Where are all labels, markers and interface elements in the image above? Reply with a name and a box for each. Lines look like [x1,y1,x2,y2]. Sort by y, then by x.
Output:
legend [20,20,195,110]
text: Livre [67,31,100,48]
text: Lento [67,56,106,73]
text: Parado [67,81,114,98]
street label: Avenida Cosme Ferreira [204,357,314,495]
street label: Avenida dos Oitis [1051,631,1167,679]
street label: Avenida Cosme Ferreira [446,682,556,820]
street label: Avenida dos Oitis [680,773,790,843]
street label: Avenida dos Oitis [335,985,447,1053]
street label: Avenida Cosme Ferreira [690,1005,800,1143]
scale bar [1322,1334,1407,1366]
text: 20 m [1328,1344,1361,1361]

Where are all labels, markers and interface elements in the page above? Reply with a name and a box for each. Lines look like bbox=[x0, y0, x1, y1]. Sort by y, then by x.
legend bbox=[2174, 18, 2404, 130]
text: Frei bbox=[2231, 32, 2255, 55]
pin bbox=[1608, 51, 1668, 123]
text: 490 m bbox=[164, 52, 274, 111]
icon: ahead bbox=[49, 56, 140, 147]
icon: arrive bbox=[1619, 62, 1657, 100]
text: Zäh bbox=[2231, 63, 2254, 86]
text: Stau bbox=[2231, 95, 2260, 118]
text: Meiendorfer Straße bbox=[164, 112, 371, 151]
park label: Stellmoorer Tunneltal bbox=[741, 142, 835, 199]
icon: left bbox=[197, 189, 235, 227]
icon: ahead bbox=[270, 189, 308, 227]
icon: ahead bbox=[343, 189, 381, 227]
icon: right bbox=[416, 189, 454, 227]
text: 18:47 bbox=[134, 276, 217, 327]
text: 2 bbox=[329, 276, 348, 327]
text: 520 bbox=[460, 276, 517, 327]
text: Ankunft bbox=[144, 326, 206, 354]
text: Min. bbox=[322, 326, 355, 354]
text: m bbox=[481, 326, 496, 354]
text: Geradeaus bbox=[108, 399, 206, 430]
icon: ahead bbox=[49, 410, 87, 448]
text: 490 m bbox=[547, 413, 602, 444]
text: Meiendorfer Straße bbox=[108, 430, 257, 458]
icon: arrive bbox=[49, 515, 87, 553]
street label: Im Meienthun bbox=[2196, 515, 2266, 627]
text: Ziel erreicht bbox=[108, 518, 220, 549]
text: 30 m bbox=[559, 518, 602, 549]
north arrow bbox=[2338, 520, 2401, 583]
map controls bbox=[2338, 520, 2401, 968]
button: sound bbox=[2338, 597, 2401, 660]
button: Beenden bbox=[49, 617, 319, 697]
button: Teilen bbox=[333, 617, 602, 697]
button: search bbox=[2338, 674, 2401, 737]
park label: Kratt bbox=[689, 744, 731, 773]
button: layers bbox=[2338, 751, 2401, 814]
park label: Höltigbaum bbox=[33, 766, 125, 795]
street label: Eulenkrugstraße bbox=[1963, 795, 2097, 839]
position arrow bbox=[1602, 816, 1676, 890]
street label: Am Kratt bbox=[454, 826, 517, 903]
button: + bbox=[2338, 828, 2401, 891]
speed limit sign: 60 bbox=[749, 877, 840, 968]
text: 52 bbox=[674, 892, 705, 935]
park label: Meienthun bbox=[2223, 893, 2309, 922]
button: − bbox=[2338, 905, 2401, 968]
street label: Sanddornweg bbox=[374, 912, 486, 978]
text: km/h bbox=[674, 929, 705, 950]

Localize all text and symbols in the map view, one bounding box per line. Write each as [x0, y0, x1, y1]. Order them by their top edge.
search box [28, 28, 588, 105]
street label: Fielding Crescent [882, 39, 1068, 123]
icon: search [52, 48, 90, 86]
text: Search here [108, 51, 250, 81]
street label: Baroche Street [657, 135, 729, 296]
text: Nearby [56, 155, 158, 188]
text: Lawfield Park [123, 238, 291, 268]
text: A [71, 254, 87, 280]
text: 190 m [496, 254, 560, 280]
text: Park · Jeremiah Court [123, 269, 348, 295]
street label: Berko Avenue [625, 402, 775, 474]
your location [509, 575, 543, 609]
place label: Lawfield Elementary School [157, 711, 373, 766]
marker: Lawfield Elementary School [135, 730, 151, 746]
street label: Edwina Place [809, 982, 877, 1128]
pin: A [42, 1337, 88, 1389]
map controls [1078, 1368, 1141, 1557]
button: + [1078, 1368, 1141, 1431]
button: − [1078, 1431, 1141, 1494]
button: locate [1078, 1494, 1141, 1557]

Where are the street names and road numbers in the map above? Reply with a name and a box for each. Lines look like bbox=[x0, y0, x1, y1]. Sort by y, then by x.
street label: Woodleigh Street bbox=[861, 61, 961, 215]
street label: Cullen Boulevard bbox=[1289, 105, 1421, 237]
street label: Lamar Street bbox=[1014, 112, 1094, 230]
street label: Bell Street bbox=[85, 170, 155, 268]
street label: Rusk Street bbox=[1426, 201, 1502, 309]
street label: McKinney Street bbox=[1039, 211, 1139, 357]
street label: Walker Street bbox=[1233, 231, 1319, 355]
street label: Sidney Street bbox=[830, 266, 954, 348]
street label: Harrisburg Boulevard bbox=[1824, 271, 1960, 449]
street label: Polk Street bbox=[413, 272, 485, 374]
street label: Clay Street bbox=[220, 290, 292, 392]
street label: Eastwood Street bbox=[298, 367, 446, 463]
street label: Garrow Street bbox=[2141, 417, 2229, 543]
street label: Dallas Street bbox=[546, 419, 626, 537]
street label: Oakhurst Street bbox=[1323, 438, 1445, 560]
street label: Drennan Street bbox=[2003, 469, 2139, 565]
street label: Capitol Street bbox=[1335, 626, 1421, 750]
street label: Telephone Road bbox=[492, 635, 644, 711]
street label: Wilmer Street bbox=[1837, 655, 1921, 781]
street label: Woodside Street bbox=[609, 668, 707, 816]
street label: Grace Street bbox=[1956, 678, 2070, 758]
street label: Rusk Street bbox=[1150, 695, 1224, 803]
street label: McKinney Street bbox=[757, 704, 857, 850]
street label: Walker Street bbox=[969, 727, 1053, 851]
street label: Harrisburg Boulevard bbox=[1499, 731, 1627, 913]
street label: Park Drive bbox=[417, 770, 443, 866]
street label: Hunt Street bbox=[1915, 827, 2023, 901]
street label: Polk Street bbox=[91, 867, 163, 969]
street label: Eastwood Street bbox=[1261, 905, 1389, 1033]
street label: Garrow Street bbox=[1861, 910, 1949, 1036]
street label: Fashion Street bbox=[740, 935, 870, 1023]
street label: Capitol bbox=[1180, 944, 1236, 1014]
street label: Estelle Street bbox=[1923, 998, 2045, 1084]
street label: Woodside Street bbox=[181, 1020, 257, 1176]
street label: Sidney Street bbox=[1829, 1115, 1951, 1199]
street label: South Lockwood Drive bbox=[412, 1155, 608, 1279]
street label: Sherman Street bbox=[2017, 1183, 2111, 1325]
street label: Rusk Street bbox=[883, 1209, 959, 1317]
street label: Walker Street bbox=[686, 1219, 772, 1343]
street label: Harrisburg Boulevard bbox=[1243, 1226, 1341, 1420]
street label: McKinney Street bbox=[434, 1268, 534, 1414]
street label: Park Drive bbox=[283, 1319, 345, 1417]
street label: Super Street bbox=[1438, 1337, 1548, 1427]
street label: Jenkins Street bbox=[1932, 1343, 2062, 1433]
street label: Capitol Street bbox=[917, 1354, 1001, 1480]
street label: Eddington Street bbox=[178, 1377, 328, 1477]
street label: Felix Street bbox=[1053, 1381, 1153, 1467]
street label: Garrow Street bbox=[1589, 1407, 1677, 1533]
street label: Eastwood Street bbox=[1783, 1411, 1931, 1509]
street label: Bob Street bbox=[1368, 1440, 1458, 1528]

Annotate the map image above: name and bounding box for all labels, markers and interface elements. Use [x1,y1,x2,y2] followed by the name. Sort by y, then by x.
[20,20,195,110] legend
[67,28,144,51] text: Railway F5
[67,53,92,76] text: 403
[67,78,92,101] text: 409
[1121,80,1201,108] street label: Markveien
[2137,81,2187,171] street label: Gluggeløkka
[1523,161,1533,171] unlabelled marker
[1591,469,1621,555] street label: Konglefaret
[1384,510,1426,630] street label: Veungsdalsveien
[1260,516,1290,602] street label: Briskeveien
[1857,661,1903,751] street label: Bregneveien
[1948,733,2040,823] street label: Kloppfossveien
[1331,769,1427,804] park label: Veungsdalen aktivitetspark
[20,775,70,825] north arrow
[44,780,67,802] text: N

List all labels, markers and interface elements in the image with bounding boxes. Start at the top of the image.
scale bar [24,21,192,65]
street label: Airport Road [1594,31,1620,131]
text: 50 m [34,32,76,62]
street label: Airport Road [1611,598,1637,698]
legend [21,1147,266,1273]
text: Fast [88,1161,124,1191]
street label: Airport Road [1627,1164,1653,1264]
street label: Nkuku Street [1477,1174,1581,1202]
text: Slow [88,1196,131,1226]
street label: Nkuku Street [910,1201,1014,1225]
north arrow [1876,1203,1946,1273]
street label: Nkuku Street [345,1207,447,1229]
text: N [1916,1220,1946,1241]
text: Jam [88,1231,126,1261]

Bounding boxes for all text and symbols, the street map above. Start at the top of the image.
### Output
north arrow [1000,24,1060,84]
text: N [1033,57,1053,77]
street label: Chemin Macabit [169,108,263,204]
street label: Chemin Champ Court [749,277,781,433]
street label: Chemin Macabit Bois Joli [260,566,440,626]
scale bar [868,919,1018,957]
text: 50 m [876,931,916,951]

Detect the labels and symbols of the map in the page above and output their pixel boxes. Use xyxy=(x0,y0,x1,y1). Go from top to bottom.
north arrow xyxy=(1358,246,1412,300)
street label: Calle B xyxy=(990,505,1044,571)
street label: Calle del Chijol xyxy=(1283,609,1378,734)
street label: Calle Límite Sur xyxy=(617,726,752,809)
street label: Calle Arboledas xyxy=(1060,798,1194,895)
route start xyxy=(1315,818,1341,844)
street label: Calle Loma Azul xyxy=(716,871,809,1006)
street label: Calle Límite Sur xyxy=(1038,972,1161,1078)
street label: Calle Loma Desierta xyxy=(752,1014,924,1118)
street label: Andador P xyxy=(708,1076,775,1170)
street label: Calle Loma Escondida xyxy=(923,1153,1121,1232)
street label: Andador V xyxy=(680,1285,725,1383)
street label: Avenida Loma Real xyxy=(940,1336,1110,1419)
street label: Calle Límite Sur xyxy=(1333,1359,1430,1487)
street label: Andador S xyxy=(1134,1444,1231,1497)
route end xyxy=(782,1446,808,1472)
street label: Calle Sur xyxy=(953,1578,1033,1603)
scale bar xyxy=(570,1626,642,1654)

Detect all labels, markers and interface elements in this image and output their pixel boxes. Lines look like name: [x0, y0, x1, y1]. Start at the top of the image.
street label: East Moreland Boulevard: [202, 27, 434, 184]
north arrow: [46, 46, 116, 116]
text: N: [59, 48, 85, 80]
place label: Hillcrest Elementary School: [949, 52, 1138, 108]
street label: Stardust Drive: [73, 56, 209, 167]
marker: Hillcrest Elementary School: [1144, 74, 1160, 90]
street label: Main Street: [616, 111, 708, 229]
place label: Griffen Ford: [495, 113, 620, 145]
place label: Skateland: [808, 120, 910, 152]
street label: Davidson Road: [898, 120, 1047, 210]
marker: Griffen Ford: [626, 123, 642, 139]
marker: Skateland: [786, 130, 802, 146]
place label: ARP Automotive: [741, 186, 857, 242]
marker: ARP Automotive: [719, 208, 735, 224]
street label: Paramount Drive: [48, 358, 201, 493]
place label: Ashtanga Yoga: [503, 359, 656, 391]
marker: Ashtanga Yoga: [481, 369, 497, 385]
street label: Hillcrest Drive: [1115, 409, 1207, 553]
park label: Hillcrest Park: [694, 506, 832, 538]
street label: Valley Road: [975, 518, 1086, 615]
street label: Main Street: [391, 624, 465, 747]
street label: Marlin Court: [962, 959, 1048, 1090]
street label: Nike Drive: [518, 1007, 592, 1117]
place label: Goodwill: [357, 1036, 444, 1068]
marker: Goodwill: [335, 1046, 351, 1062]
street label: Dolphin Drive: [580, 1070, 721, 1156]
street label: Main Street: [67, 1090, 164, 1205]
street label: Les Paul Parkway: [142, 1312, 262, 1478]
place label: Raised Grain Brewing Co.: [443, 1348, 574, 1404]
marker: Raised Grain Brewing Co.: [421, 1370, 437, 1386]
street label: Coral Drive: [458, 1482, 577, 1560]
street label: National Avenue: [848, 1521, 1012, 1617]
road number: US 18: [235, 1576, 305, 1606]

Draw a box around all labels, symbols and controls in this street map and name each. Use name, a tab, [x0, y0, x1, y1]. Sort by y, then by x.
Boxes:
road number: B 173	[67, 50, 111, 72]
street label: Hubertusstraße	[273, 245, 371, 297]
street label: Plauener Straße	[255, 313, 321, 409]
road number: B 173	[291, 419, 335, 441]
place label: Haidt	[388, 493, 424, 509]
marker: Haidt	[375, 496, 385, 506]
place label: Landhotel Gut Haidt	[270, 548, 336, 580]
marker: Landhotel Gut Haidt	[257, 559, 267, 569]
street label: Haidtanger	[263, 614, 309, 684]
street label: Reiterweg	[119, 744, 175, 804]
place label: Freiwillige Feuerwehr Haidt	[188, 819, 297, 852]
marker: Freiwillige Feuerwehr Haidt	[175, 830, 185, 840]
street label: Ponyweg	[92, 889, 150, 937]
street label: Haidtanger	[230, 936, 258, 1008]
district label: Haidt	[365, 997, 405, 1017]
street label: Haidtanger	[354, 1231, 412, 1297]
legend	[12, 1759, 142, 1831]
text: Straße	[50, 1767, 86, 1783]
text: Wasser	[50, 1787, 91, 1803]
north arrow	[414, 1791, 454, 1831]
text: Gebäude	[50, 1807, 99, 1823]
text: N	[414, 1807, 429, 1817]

━━━━

__Description of the task__:
In the entries above, find lines with "Harrisburg" and copy each.

__Task output__:
street label: Harrisburg Boulevard bbox=[1824, 271, 1960, 449]
street label: Harrisburg Boulevard bbox=[1499, 731, 1627, 913]
street label: Harrisburg Boulevard bbox=[1243, 1226, 1341, 1420]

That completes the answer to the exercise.